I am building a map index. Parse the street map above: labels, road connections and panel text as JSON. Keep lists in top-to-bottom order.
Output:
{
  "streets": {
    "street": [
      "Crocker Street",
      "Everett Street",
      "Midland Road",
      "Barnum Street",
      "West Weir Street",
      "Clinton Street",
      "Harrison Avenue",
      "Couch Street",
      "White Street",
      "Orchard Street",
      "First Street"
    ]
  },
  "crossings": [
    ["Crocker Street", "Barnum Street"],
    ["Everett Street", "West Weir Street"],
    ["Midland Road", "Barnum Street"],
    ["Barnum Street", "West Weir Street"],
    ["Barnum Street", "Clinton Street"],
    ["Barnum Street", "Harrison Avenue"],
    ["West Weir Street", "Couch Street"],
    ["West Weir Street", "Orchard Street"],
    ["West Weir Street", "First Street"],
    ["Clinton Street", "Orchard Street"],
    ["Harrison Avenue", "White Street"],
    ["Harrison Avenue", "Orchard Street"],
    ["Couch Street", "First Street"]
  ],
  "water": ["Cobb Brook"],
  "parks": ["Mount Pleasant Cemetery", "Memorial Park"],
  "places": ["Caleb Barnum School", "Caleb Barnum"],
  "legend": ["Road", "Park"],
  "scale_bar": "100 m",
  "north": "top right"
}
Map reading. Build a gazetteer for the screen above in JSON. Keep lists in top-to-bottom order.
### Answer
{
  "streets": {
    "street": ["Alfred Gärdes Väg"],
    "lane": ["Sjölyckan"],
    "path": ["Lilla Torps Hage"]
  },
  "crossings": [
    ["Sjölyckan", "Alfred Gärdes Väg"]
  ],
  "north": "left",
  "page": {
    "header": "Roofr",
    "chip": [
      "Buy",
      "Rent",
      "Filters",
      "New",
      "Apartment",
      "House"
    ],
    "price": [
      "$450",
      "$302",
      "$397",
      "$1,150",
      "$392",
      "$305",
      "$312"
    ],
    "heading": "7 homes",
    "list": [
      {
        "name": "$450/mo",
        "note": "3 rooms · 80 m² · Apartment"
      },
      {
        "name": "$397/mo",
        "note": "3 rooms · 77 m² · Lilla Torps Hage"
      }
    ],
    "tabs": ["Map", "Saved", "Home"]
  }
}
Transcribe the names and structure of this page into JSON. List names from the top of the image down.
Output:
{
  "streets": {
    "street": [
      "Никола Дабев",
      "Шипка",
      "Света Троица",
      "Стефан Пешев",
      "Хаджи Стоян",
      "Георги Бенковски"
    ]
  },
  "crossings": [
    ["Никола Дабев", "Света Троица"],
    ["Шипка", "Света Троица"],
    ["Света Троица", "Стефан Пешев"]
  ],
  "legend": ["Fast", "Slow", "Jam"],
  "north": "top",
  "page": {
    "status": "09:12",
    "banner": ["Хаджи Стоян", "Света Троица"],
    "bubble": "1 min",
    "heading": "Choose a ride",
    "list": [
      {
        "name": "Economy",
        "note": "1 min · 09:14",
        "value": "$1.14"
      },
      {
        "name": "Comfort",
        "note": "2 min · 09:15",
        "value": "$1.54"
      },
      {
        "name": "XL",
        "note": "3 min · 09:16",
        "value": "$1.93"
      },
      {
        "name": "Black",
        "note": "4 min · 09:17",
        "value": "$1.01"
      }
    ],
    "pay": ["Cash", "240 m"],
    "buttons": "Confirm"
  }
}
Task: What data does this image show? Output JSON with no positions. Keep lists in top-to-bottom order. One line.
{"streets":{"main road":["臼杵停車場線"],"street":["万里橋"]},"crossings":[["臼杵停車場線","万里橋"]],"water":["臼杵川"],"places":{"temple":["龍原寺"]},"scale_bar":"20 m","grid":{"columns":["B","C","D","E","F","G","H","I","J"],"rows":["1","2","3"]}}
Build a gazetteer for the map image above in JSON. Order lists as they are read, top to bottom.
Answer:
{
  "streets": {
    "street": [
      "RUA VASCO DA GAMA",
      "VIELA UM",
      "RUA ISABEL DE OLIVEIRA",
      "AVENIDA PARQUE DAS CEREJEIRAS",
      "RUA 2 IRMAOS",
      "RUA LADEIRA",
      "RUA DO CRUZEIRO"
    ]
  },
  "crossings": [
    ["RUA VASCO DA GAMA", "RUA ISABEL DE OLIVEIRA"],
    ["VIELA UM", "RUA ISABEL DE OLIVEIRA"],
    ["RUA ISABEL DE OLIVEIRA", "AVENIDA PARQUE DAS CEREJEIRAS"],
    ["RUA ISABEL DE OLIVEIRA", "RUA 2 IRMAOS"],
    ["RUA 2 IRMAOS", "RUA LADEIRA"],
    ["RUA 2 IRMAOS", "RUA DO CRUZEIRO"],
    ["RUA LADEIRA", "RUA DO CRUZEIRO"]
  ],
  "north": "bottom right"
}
____
Aim of the exercise - When you reply, retype each line exactly as it appears above.

Task output -
I am building a map index. Parse the street map above: labels, road connections and panel text as JSON. Keep lists in top-to-bottom order.
Output:
{
  "streets": {
    "street": [
      "Crocker Street",
      "Everett Street",
      "Midland Road",
      "Barnum Street",
      "West Weir Street",
      "Clinton Street",
      "Harrison Avenue",
      "Couch Street",
      "White Street",
      "Orchard Street",
      "First Street"
    ]
  },
  "crossings": [
    ["Crocker Street", "Barnum Street"],
    ["Everett Street", "West Weir Street"],
    ["Midland Road", "Barnum Street"],
    ["Barnum Street", "West Weir Street"],
    ["Barnum Street", "Clinton Street"],
    ["Barnum Street", "Harrison Avenue"],
    ["West Weir Street", "Couch Street"],
    ["West Weir Street", "Orchard Street"],
    ["West Weir Street", "First Street"],
    ["Clinton Street", "Orchard Street"],
    ["Harrison Avenue", "White Street"],
    ["Harrison Avenue", "Orchard Street"],
    ["Couch Street", "First Street"]
  ],
  "water": ["Cobb Brook"],
  "parks": ["Mount Pleasant Cemetery", "Memorial Park"],
  "places": ["Caleb Barnum School", "Caleb Barnum"],
  "legend": ["Road", "Park"],
  "scale_bar": "100 m",
  "north": "top right"
}
Map reading. Build a gazetteer for the screen above in JSON. Keep lists in top-to-bottom order.
### Answer
{
  "streets": {
    "street": ["Alfred Gärdes Väg"],
    "lane": ["Sjölyckan"],
    "path": ["Lilla Torps Hage"]
  },
  "crossings": [
    ["Sjölyckan", "Alfred Gärdes Väg"]
  ],
  "north": "left",
  "page": {
    "header": "Roofr",
    "chip": [
      "Buy",
      "Rent",
      "Filters",
      "New",
      "Apartment",
      "House"
    ],
    "price": [
      "$450",
      "$302",
      "$397",
      "$1,150",
      "$392",
      "$305",
      "$312"
    ],
    "heading": "7 homes",
    "list": [
      {
        "name": "$450/mo",
        "note": "3 rooms · 80 m² · Apartment"
      },
      {
        "name": "$397/mo",
        "note": "3 rooms · 77 m² · Lilla Torps Hage"
      }
    ],
    "tabs": ["Map", "Saved", "Home"]
  }
}
Transcribe the names and structure of this page into JSON. List names from the top of the image down.
Output:
{
  "streets": {
    "street": [
      "Никола Дабев",
      "Шипка",
      "Света Троица",
      "Стефан Пешев",
      "Хаджи Стоян",
      "Георги Бенковски"
    ]
  },
  "crossings": [
    ["Никола Дабев", "Света Троица"],
    ["Шипка", "Света Троица"],
    ["Света Троица", "Стефан Пешев"]
  ],
  "legend": ["Fast", "Slow", "Jam"],
  "north": "top",
  "page": {
    "status": "09:12",
    "banner": ["Хаджи Стоян", "Света Троица"],
    "bubble": "1 min",
    "heading": "Choose a ride",
    "list": [
      {
        "name": "Economy",
        "note": "1 min · 09:14",
        "value": "$1.14"
      },
      {
        "name": "Comfort",
        "note": "2 min · 09:15",
        "value": "$1.54"
      },
      {
        "name": "XL",
        "note": "3 min · 09:16",
        "value": "$1.93"
      },
      {
        "name": "Black",
        "note": "4 min · 09:17",
        "value": "$1.01"
      }
    ],
    "pay": ["Cash", "240 m"],
    "buttons": "Confirm"
  }
}
Task: What data does this image show? Output JSON with no positions. Keep lists in top-to-bottom order. One line.
{"streets":{"main road":["臼杵停車場線"],"street":["万里橋"]},"crossings":[["臼杵停車場線","万里橋"]],"water":["臼杵川"],"places":{"temple":["龍原寺"]},"scale_bar":"20 m","grid":{"columns":["B","C","D","E","F","G","H","I","J"],"rows":["1","2","3"]}}
Build a gazetteer for the map image above in JSON. Order lists as they are read, top to bottom.
Answer:
{
  "streets": {
    "street": [
      "RUA VASCO DA GAMA",
      "VIELA UM",
      "RUA ISABEL DE OLIVEIRA",
      "AVENIDA PARQUE DAS CEREJEIRAS",
      "RUA 2 IRMAOS",
      "RUA LADEIRA",
      "RUA DO CRUZEIRO"
    ]
  },
  "crossings": [
    ["RUA VASCO DA GAMA", "RUA ISABEL DE OLIVEIRA"],
    ["VIELA UM", "RUA ISABEL DE OLIVEIRA"],
    ["RUA ISABEL DE OLIVEIRA", "AVENIDA PARQUE DAS CEREJEIRAS"],
    ["RUA ISABEL DE OLIVEIRA", "RUA 2 IRMAOS"],
    ["RUA 2 IRMAOS", "RUA LADEIRA"],
    ["RUA 2 IRMAOS", "RUA DO CRUZEIRO"],
    ["RUA LADEIRA", "RUA DO CRUZEIRO"]
  ],
  "north": "bottom right"
}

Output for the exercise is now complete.